EXERCISE GOAL: After locating the line with "Quick job: Build", reproduce that line and every one following it exactly, up to the end of the entries.

INFORMATION SHOWN:

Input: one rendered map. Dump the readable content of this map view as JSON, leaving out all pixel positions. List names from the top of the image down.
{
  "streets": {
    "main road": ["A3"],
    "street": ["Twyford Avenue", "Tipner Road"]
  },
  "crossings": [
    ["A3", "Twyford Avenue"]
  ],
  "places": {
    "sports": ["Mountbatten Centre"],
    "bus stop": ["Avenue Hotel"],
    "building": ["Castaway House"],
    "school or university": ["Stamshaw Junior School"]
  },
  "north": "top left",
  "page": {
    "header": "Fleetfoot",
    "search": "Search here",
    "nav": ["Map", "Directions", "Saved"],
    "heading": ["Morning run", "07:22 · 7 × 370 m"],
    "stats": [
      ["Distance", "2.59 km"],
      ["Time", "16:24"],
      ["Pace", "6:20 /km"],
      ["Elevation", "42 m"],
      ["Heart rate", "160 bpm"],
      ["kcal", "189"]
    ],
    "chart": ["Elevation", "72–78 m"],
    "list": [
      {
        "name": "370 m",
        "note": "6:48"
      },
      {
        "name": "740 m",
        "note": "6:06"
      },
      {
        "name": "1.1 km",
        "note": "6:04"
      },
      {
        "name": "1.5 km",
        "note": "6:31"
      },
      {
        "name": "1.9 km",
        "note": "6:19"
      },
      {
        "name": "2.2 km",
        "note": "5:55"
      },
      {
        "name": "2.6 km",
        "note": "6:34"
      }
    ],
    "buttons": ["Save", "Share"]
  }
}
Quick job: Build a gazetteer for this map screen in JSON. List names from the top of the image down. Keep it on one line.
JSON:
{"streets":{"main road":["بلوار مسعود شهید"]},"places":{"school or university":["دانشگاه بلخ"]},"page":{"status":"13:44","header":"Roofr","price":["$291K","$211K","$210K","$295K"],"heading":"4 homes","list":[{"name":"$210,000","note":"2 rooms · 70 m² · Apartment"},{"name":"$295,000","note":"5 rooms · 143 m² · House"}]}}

RESPONSE BOX:
Quick job: Build a gazetteer for this map screen in JSON. List names from the top of the image down. Keep it on one line.
JSON:
{"streets":{"main road":["بلوار مسعود شهید"]},"places":{"school or university":["دانشگاه بلخ"]},"page":{"status":"13:44","header":"Roofr","price":["$291K","$211K","$210K","$295K"],"heading":"4 homes","list":[{"name":"$210,000","note":"2 rooms · 70 m² · Apartment"},{"name":"$295,000","note":"5 rooms · 143 m² · House"}]}}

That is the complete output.